What you need to do:
The reply has to be a number alone, equal to how many lines in the entries below hold the string "text".

Entries supplied:
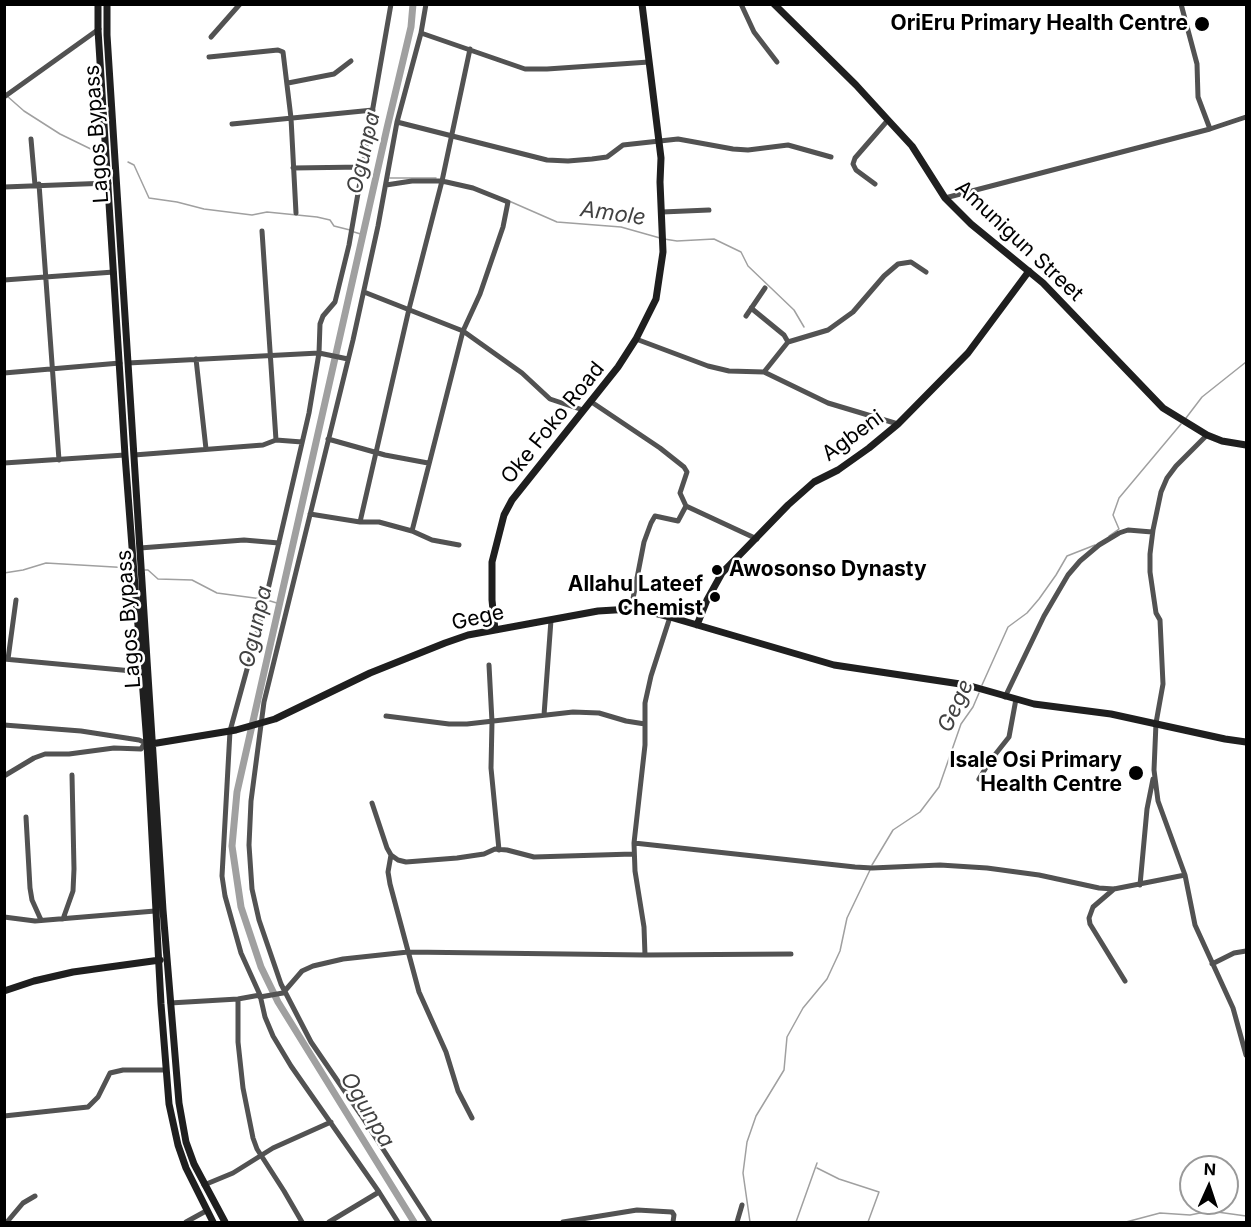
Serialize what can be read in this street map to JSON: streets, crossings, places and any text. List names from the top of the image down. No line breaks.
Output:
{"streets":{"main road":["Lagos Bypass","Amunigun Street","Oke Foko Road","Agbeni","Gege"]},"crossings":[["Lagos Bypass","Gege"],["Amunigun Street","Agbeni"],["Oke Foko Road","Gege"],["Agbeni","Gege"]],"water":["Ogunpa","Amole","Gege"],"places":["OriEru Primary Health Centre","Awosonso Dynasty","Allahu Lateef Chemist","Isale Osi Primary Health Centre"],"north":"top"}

--

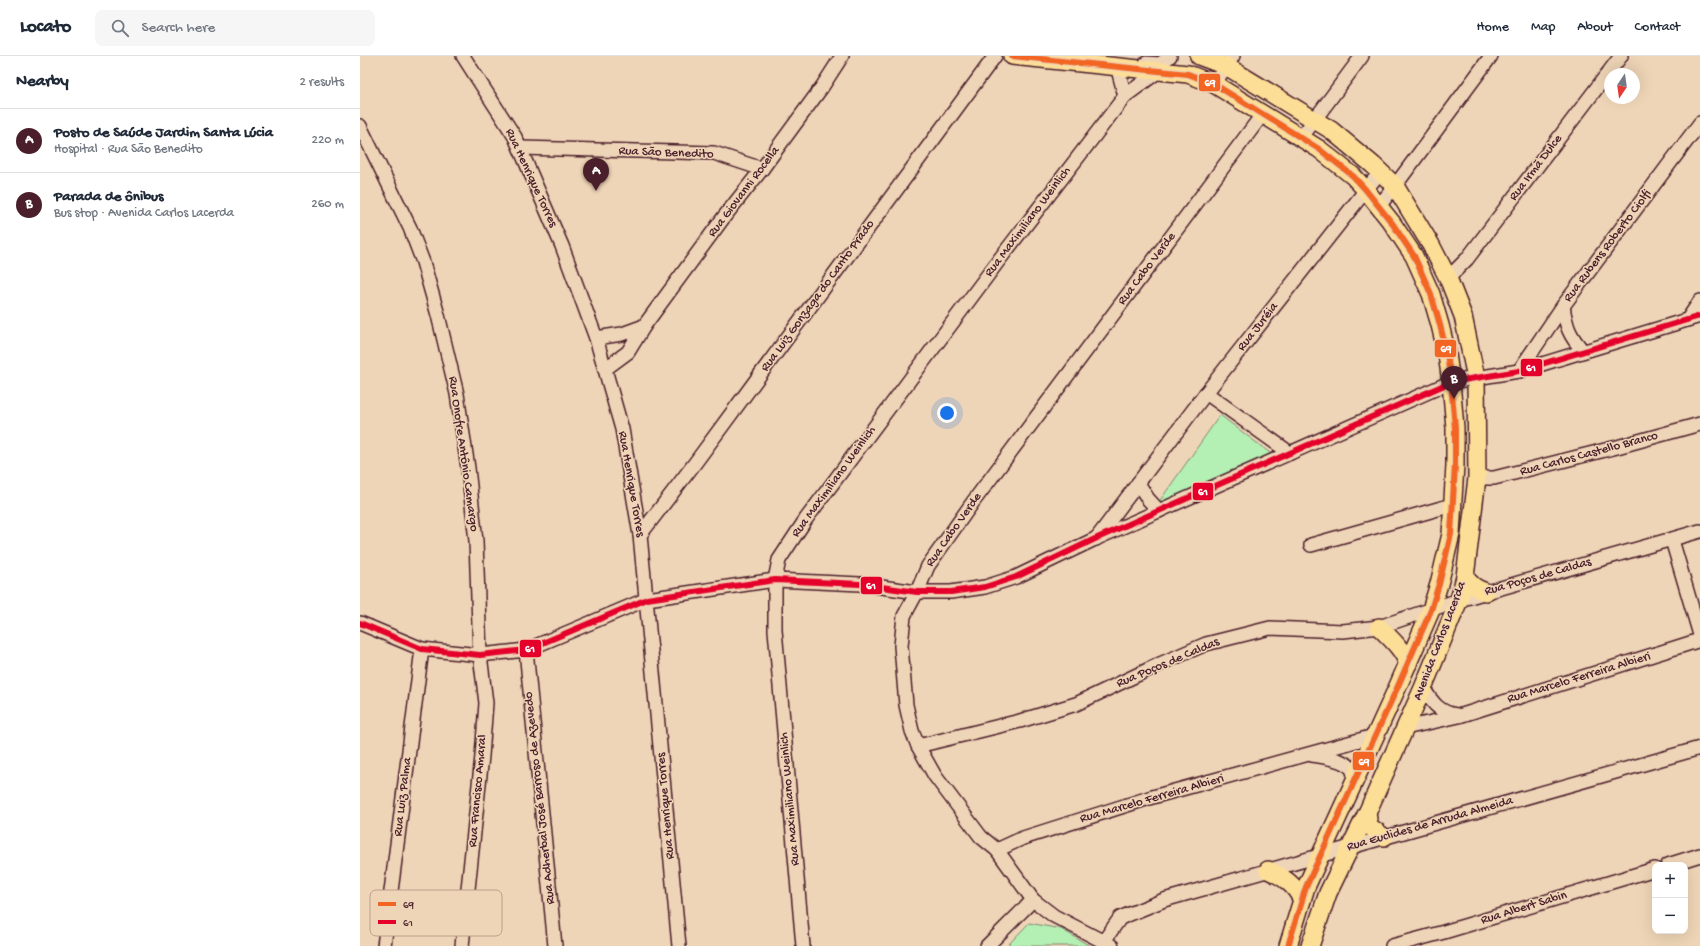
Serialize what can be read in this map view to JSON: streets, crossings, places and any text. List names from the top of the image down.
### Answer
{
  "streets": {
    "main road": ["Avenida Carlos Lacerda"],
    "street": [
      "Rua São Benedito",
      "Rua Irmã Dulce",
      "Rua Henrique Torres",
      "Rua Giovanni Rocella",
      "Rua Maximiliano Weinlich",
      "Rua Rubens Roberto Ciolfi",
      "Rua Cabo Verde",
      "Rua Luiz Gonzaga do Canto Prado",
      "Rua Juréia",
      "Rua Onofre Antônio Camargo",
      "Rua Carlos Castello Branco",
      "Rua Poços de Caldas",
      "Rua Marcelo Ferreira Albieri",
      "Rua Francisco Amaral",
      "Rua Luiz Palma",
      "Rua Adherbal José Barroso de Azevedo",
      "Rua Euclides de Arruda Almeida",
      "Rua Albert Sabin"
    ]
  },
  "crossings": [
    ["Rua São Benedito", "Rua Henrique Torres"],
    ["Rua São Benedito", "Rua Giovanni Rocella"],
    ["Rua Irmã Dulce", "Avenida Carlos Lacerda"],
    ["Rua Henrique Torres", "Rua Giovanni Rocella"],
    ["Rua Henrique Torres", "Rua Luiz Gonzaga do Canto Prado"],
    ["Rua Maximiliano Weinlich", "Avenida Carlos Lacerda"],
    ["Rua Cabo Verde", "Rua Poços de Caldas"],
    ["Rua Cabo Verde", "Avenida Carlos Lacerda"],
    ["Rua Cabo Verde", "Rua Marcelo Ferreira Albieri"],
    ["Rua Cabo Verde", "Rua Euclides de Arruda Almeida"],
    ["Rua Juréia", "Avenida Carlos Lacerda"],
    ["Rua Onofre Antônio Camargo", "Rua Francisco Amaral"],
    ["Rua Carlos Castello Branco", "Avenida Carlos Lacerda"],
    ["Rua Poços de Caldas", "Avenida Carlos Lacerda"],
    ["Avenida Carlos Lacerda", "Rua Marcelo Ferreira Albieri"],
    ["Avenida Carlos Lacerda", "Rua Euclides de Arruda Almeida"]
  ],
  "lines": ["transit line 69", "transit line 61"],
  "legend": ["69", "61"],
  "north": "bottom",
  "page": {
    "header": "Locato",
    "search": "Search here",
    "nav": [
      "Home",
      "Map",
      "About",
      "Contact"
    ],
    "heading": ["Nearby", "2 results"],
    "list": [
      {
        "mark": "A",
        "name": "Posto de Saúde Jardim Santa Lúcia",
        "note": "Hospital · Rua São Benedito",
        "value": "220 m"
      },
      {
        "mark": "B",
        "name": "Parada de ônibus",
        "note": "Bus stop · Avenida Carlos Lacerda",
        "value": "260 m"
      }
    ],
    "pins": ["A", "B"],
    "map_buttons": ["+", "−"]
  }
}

Result of this exercise:
2